A Complete Guide to ETL test automation
“There are 5 exabytes of information created between the dawn of civilization through 2003, but that much information is now created every two days.” – Eric Schmidt
In these busy times that we live in, technologies are expanding, evolving, and transforming every day. We are today introduced to new technical terms frequently, giving us a sense that digital space has taken an invincible part in our lives. Whenever we talk about technology, we may change the operating methods or overall interaction process, but one thing remains constant – the data. In other words, whatever we do with technology, we are constantly generating data.
Table Of Contents
- 1 What is ETL?
- 2 Why do we use ETL?
- 3 Comparison with ELT
- 4 Need for ETL test automation
- 5 What are the types of ETL tests?
- 6 ETL test automation processes
- 7 Test automation in ETL and where we stand today
- 8 Wrapping it up!
What is ETL?
When we talk about data processing (a part of it though), we are generally not talking about a single process but a combination. One such pipeline of the process is called ETL. The term ETL stands for Extract, Transform, and Load. These three processes are concerned with data and are written as well as performed in the same sequence. A high-level and highly technical diagram illustrated on Wikipedia shows pre and post-steps of ETL as follows:
The middle part is the complete ETL process with its phases and pipeline. Magnifying the same area (as it is what we are most interested in), we get the following sequence:
It is also a common phenomenon these days to launch different applications for different devices into the market. For instance, if I consider Amazon Music, you might be able to encounter an android based application, a windows-based application, and a web application that can provide you with the same experience (except for the native features).
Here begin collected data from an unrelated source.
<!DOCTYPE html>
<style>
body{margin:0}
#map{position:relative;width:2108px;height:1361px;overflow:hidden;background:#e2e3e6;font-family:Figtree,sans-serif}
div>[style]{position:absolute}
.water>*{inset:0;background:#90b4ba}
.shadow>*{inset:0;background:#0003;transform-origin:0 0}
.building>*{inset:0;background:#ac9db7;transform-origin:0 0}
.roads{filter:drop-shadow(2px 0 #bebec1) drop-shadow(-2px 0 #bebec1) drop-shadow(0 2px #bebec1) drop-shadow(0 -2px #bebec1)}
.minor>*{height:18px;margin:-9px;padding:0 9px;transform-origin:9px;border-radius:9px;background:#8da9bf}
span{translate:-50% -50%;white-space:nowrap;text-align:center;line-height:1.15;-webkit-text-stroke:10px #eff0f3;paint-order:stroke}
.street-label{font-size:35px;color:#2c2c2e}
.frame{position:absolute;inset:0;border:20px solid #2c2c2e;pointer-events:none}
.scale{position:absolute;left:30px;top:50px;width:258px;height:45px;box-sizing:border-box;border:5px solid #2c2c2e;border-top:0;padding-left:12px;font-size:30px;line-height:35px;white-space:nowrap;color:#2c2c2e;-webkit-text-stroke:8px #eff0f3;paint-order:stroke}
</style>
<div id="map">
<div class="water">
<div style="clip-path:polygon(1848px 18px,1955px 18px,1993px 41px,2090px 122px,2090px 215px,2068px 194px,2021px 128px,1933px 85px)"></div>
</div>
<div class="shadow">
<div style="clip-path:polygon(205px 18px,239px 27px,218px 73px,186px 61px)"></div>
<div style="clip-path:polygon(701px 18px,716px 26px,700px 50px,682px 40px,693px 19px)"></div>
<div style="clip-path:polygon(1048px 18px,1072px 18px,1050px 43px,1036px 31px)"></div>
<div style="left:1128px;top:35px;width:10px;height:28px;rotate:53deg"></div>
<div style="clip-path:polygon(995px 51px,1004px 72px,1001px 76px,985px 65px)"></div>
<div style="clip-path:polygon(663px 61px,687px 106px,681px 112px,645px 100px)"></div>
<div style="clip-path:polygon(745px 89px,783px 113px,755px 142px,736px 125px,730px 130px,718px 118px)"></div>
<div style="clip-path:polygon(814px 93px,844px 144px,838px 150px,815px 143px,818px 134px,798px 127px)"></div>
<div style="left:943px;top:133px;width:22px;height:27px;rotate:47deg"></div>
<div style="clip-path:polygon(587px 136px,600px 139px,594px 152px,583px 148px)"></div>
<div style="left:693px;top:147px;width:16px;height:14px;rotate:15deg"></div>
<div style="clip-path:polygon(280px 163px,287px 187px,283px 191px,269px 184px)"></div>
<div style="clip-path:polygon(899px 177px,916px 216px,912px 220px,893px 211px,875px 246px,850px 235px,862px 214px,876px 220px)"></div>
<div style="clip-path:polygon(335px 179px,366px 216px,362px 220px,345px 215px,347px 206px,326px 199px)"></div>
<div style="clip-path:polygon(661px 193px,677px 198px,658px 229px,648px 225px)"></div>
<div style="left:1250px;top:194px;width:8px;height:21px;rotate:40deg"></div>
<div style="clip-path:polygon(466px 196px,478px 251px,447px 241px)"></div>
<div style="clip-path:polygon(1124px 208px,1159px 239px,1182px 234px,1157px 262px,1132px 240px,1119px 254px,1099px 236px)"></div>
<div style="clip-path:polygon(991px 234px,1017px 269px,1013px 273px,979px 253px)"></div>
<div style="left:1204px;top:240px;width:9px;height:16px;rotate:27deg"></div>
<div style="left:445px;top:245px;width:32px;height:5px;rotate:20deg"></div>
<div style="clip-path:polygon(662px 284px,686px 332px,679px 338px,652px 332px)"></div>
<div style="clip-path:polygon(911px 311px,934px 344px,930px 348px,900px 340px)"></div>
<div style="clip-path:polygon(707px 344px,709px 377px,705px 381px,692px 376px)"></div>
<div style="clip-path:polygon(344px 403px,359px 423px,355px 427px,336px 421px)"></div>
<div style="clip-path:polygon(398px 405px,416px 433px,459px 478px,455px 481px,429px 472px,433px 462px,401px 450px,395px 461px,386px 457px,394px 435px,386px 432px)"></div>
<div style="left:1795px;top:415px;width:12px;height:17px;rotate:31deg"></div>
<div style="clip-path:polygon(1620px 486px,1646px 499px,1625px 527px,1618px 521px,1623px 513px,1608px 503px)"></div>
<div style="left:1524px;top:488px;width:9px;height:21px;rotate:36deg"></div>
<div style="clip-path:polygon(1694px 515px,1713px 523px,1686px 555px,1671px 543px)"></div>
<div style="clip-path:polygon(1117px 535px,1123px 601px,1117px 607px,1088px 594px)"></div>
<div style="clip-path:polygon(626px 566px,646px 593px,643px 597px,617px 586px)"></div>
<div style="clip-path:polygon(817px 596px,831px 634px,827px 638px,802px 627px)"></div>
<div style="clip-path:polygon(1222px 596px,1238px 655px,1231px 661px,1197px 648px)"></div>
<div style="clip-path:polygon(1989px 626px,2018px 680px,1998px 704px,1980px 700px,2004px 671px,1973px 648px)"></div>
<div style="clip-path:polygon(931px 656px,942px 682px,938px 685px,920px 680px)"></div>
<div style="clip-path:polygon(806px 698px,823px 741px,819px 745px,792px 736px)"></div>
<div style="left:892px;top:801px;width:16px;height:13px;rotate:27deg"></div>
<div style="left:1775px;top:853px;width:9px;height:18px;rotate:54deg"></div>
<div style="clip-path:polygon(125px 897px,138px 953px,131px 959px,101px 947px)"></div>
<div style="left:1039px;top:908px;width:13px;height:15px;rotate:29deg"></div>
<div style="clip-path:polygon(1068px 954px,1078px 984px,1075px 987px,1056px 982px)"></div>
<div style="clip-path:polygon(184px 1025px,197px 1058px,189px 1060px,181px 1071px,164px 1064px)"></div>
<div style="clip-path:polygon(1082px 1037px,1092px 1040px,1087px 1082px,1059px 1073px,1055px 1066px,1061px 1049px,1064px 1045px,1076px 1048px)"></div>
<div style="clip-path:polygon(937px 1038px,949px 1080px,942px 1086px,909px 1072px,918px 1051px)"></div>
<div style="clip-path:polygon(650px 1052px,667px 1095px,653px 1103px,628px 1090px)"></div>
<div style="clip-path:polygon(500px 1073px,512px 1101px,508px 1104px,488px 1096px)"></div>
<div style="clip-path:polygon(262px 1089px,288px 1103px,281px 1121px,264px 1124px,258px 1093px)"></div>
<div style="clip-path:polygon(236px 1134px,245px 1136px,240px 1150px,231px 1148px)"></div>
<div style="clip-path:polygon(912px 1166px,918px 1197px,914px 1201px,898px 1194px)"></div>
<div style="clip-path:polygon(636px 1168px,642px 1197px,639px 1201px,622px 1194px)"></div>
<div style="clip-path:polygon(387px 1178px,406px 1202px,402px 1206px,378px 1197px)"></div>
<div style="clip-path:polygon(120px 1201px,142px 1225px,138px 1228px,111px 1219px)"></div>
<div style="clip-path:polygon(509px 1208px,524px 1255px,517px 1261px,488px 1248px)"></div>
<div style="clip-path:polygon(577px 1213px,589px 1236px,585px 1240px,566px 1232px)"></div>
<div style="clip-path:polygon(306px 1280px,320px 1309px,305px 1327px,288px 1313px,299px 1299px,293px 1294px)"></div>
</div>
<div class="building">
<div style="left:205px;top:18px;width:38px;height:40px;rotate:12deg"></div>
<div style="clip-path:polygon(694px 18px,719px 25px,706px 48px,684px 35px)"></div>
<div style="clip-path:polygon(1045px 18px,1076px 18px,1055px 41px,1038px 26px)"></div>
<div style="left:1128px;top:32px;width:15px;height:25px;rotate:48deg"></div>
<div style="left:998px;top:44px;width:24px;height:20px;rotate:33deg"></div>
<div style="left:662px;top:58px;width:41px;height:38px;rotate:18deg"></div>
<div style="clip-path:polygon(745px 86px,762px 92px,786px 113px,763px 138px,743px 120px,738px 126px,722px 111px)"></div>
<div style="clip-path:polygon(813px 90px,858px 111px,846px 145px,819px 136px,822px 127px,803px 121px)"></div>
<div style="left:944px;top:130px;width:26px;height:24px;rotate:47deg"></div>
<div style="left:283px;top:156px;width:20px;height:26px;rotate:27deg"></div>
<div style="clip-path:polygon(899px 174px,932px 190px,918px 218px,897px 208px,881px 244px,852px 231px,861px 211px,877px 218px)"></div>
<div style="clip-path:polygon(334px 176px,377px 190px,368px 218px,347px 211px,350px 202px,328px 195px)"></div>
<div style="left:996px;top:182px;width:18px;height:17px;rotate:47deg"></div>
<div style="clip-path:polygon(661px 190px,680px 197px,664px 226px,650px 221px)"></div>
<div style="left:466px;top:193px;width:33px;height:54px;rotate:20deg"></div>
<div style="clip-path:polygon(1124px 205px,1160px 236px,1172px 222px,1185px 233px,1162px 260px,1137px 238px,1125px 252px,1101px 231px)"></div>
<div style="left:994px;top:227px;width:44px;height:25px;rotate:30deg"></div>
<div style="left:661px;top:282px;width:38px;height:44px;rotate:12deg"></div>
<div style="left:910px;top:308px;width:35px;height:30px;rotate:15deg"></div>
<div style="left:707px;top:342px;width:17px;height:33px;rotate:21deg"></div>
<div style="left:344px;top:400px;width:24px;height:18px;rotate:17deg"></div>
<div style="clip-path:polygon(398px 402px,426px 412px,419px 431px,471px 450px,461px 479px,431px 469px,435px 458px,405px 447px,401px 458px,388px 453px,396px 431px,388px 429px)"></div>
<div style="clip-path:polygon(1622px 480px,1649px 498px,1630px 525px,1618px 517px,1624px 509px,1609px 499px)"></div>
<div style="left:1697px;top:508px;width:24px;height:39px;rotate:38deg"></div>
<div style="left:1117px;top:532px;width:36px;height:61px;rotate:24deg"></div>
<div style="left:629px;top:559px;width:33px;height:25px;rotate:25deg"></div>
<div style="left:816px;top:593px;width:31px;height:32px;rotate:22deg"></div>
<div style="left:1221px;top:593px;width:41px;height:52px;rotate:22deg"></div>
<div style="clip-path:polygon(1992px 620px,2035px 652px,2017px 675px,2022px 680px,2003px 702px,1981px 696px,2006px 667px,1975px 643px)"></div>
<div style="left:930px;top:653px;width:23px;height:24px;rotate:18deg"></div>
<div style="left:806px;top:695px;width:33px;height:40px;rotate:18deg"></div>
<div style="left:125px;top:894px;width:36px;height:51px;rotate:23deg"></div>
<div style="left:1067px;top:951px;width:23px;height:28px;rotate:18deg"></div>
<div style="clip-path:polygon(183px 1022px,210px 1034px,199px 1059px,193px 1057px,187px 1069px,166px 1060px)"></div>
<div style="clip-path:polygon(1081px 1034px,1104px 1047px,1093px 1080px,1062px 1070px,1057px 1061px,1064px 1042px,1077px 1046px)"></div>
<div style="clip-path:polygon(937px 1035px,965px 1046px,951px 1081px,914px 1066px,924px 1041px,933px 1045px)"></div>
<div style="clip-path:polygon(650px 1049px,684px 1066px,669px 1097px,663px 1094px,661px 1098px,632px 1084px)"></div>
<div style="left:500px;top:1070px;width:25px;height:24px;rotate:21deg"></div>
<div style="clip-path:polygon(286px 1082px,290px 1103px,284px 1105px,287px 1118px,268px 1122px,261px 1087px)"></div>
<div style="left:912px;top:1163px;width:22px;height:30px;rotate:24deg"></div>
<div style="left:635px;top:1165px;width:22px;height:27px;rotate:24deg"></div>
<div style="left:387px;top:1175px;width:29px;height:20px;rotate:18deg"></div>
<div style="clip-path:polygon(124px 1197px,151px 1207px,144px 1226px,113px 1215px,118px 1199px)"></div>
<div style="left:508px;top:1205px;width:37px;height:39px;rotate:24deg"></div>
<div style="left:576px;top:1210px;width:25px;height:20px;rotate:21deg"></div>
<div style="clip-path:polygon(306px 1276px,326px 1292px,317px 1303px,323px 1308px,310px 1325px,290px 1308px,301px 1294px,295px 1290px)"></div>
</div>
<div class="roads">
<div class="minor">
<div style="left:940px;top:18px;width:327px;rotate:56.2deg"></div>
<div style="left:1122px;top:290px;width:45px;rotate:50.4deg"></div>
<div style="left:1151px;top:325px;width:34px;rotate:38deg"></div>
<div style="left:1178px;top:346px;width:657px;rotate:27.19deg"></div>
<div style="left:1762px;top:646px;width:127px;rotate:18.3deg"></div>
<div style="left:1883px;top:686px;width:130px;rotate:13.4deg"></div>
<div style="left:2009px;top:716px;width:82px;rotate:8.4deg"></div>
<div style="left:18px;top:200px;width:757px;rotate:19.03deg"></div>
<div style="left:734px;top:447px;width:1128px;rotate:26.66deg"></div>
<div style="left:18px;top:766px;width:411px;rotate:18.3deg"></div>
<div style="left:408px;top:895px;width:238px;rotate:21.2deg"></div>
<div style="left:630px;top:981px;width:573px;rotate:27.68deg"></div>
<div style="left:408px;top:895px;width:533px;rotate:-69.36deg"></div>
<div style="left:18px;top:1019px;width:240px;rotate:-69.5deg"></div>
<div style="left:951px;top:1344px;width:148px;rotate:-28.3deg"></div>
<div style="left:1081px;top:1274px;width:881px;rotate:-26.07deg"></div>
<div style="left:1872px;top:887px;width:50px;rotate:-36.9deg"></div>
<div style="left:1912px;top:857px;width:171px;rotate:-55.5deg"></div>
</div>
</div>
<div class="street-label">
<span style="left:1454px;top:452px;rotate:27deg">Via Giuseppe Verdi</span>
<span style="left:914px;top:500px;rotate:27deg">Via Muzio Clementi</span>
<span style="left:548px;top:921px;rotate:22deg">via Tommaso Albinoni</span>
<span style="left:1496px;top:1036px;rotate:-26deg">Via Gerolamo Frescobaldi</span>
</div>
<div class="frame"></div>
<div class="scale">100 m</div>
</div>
Not only this, you will get consistent information across all these applications. For instance, you can play a song on your mobile application and later find the same song in the recently played section of the web application. This is a classic example of cross-platform applications.
Such a phenomenon widens the sources that contribute to the data. Today, when 5 billion people are accessing the internet, they are expected to generate data that is impossible to perform operations on manually. So, ETL systems are made in a way that is capable of fetching the data from these sources and processing it further. When the system is complete and working, it reaps out benefits that we will discuss in the later section. Before that, let’s take a brief look at the individual components of the ETL system.
The first processing that we do on the data is extraction. This process is defined technically as “extracting data from homogeneous or heterogenous sources.” The term “homogenous or heterogenous” signifies that there can be a similar type of data, or it can differ according to the source from which it is being extracted. For example, if one source is an IoT device sensor, it will float data differently than what a web application would send.
The design and robustness of the extract method play a vital role in the ETL process as it is the first stage that’s in contact with raw data (i.e., data directly saved by the device). The extract method is divided into three main types:
i. Partial extraction with update notification – The easiest and most performance-effective method of data extraction is partial extraction with an update notification. In this method, the system identifies and notifies the updated data to the system of the source location.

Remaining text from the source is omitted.